**Description of the task:** Repeat the listing word for word. No pictures belong in the copy.

──────── Exercise data ────────

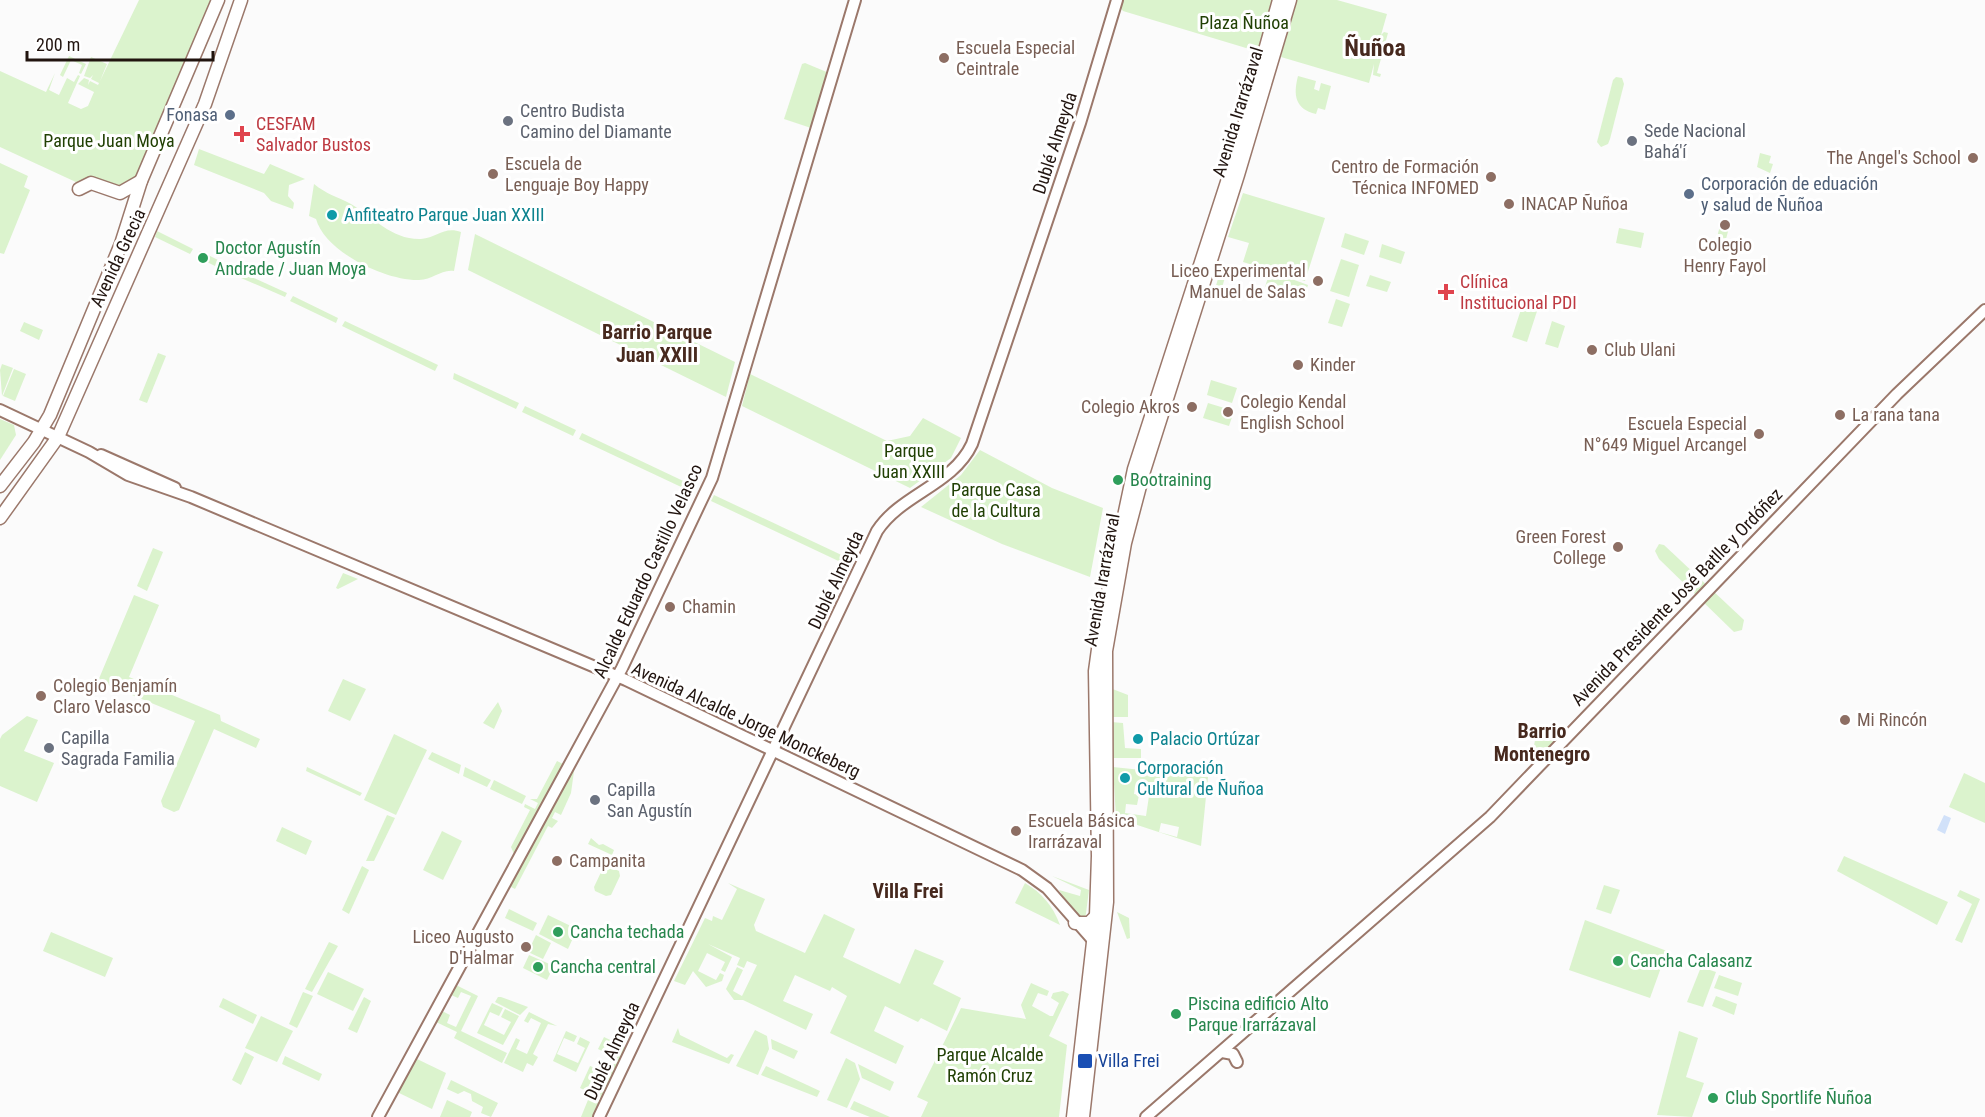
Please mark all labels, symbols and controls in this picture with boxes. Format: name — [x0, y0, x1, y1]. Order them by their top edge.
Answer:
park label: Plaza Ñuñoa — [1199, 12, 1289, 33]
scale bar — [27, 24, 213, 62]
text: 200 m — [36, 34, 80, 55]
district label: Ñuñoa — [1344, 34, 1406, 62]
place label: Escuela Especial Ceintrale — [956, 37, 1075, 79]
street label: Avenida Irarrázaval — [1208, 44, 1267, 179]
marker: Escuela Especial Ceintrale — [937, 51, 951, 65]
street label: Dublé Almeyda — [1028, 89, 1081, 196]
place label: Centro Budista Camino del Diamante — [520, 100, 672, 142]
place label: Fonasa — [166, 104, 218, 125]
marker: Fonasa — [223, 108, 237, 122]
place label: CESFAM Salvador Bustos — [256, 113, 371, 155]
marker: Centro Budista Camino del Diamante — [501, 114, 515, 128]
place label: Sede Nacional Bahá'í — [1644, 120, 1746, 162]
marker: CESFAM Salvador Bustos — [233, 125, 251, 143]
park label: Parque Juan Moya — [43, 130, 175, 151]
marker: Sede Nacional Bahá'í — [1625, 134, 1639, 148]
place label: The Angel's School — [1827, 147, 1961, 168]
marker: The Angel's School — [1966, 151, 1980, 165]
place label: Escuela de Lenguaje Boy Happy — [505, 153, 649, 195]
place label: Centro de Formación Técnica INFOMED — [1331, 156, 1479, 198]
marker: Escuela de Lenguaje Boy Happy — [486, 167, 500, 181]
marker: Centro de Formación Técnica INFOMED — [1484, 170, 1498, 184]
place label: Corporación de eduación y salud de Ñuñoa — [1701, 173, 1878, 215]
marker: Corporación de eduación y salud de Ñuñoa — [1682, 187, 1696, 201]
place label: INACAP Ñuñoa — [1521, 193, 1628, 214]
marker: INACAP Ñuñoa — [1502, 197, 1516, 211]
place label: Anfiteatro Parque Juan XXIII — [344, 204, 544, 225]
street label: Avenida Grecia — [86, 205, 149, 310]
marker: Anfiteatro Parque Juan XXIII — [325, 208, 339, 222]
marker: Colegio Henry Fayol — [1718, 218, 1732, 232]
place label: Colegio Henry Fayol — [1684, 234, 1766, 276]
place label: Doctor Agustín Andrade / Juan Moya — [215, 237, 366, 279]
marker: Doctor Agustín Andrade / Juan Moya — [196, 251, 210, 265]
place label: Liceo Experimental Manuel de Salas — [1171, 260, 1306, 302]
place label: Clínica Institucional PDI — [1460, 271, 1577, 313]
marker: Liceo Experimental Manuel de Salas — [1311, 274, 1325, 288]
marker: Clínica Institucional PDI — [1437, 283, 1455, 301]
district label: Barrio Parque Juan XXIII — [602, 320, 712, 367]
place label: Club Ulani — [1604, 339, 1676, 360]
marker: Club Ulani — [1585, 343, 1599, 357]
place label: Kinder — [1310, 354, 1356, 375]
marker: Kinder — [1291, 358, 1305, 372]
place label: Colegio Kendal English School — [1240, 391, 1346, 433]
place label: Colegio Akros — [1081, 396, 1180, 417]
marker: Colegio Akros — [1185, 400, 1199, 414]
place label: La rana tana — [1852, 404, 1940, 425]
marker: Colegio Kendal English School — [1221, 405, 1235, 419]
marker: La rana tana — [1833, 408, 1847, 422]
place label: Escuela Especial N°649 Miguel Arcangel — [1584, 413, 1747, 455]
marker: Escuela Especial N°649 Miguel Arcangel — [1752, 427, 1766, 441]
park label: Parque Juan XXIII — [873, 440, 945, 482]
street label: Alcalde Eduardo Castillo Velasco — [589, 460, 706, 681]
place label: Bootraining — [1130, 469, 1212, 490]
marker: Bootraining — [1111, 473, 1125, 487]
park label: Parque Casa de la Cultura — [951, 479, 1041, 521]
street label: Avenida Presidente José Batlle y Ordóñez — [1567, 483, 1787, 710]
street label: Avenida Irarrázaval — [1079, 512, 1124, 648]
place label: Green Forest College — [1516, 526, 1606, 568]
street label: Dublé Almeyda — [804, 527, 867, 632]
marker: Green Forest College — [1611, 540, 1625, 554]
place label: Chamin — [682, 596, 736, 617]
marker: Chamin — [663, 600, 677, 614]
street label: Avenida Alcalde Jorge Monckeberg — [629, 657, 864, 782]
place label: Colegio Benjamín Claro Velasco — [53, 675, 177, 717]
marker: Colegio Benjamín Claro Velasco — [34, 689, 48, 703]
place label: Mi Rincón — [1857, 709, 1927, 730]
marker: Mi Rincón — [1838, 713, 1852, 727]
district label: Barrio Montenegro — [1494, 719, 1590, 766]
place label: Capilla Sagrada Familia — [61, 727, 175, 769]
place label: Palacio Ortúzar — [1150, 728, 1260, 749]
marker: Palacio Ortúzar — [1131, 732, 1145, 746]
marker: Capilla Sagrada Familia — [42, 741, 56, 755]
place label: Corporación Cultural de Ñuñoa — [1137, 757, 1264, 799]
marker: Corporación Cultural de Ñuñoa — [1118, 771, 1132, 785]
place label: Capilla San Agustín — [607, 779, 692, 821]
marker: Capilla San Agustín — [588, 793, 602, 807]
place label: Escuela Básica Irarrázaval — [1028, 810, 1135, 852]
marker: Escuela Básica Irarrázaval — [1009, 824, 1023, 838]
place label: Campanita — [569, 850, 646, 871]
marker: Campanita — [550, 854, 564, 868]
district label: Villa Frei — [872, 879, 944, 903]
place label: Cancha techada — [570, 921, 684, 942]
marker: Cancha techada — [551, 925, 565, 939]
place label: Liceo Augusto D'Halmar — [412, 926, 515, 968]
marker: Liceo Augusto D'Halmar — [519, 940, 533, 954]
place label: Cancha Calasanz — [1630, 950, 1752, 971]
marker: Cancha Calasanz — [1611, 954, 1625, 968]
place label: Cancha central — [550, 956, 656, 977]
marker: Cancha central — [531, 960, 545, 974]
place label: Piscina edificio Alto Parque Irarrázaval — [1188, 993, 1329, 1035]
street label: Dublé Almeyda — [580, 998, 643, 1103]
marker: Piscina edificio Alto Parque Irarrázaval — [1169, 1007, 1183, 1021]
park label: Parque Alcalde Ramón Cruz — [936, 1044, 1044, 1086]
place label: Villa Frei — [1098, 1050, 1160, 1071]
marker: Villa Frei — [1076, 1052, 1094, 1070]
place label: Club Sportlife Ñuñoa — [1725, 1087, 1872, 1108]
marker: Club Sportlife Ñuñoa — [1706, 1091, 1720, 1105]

────────

**Written response:**
Please mark all labels, symbols and controls in this picture with boxes. Format: name — [x0, y0, x1, y1]. Order them by their top edge.
Answer:
park label: Plaza Ñuñoa — [1199, 12, 1289, 33]
scale bar — [27, 24, 213, 62]
text: 200 m — [36, 34, 80, 55]
district label: Ñuñoa — [1344, 34, 1406, 62]
place label: Escuela Especial Ceintrale — [956, 37, 1075, 79]
street label: Avenida Irarrázaval — [1208, 44, 1267, 179]
marker: Escuela Especial Ceintrale — [937, 51, 951, 65]
street label: Dublé Almeyda — [1028, 89, 1081, 196]
place label: Centro Budista Camino del Diamante — [520, 100, 672, 142]
place label: Fonasa — [166, 104, 218, 125]
marker: Fonasa — [223, 108, 237, 122]
place label: CESFAM Salvador Bustos — [256, 113, 371, 155]
marker: Centro Budista Camino del Diamante — [501, 114, 515, 128]
place label: Sede Nacional Bahá'í — [1644, 120, 1746, 162]
marker: CESFAM Salvador Bustos — [233, 125, 251, 143]
park label: Parque Juan Moya — [43, 130, 175, 151]
marker: Sede Nacional Bahá'í — [1625, 134, 1639, 148]
place label: The Angel's School — [1827, 147, 1961, 168]
marker: The Angel's School — [1966, 151, 1980, 165]
place label: Escuela de Lenguaje Boy Happy — [505, 153, 649, 195]
place label: Centro de Formación Técnica INFOMED — [1331, 156, 1479, 198]
marker: Escuela de Lenguaje Boy Happy — [486, 167, 500, 181]
marker: Centro de Formación Técnica INFOMED — [1484, 170, 1498, 184]
place label: Corporación de eduación y salud de Ñuñoa — [1701, 173, 1878, 215]
marker: Corporación de eduación y salud de Ñuñoa — [1682, 187, 1696, 201]
place label: INACAP Ñuñoa — [1521, 193, 1628, 214]
marker: INACAP Ñuñoa — [1502, 197, 1516, 211]
place label: Anfiteatro Parque Juan XXIII — [344, 204, 544, 225]
street label: Avenida Grecia — [86, 205, 149, 310]
marker: Anfiteatro Parque Juan XXIII — [325, 208, 339, 222]
marker: Colegio Henry Fayol — [1718, 218, 1732, 232]
place label: Colegio Henry Fayol — [1684, 234, 1766, 276]
place label: Doctor Agustín Andrade / Juan Moya — [215, 237, 366, 279]
marker: Doctor Agustín Andrade / Juan Moya — [196, 251, 210, 265]
place label: Liceo Experimental Manuel de Salas — [1171, 260, 1306, 302]
place label: Clínica Institucional PDI — [1460, 271, 1577, 313]
marker: Liceo Experimental Manuel de Salas — [1311, 274, 1325, 288]
marker: Clínica Institucional PDI — [1437, 283, 1455, 301]
district label: Barrio Parque Juan XXIII — [602, 320, 712, 367]
place label: Club Ulani — [1604, 339, 1676, 360]
marker: Club Ulani — [1585, 343, 1599, 357]
place label: Kinder — [1310, 354, 1356, 375]
marker: Kinder — [1291, 358, 1305, 372]
place label: Colegio Kendal English School — [1240, 391, 1346, 433]
place label: Colegio Akros — [1081, 396, 1180, 417]
marker: Colegio Akros — [1185, 400, 1199, 414]
place label: La rana tana — [1852, 404, 1940, 425]
marker: Colegio Kendal English School — [1221, 405, 1235, 419]
marker: La rana tana — [1833, 408, 1847, 422]
place label: Escuela Especial N°649 Miguel Arcangel — [1584, 413, 1747, 455]
marker: Escuela Especial N°649 Miguel Arcangel — [1752, 427, 1766, 441]
park label: Parque Juan XXIII — [873, 440, 945, 482]
street label: Alcalde Eduardo Castillo Velasco — [589, 460, 706, 681]
place label: Bootraining — [1130, 469, 1212, 490]
marker: Bootraining — [1111, 473, 1125, 487]
park label: Parque Casa de la Cultura — [951, 479, 1041, 521]
street label: Avenida Presidente José Batlle y Ordóñez — [1567, 483, 1787, 710]
street label: Avenida Irarrázaval — [1079, 512, 1124, 648]
place label: Green Forest College — [1516, 526, 1606, 568]
street label: Dublé Almeyda — [804, 527, 867, 632]
marker: Green Forest College — [1611, 540, 1625, 554]
place label: Chamin — [682, 596, 736, 617]
marker: Chamin — [663, 600, 677, 614]
street label: Avenida Alcalde Jorge Monckeberg — [629, 657, 864, 782]
place label: Colegio Benjamín Claro Velasco — [53, 675, 177, 717]
marker: Colegio Benjamín Claro Velasco — [34, 689, 48, 703]
place label: Mi Rincón — [1857, 709, 1927, 730]
marker: Mi Rincón — [1838, 713, 1852, 727]
district label: Barrio Montenegro — [1494, 719, 1590, 766]
place label: Capilla Sagrada Familia — [61, 727, 175, 769]
place label: Palacio Ortúzar — [1150, 728, 1260, 749]
marker: Palacio Ortúzar — [1131, 732, 1145, 746]
marker: Capilla Sagrada Familia — [42, 741, 56, 755]
place label: Corporación Cultural de Ñuñoa — [1137, 757, 1264, 799]
marker: Corporación Cultural de Ñuñoa — [1118, 771, 1132, 785]
place label: Capilla San Agustín — [607, 779, 692, 821]
marker: Capilla San Agustín — [588, 793, 602, 807]
place label: Escuela Básica Irarrázaval — [1028, 810, 1135, 852]
marker: Escuela Básica Irarrázaval — [1009, 824, 1023, 838]
place label: Campanita — [569, 850, 646, 871]
marker: Campanita — [550, 854, 564, 868]
district label: Villa Frei — [872, 879, 944, 903]
place label: Cancha techada — [570, 921, 684, 942]
marker: Cancha techada — [551, 925, 565, 939]
place label: Liceo Augusto D'Halmar — [412, 926, 515, 968]
marker: Liceo Augusto D'Halmar — [519, 940, 533, 954]
place label: Cancha Calasanz — [1630, 950, 1752, 971]
marker: Cancha Calasanz — [1611, 954, 1625, 968]
place label: Cancha central — [550, 956, 656, 977]
marker: Cancha central — [531, 960, 545, 974]
place label: Piscina edificio Alto Parque Irarrázaval — [1188, 993, 1329, 1035]
street label: Dublé Almeyda — [580, 998, 643, 1103]
marker: Piscina edificio Alto Parque Irarrázaval — [1169, 1007, 1183, 1021]
park label: Parque Alcalde Ramón Cruz — [936, 1044, 1044, 1086]
place label: Villa Frei — [1098, 1050, 1160, 1071]
marker: Villa Frei — [1076, 1052, 1094, 1070]
place label: Club Sportlife Ñuñoa — [1725, 1087, 1872, 1108]
marker: Club Sportlife Ñuñoa — [1706, 1091, 1720, 1105]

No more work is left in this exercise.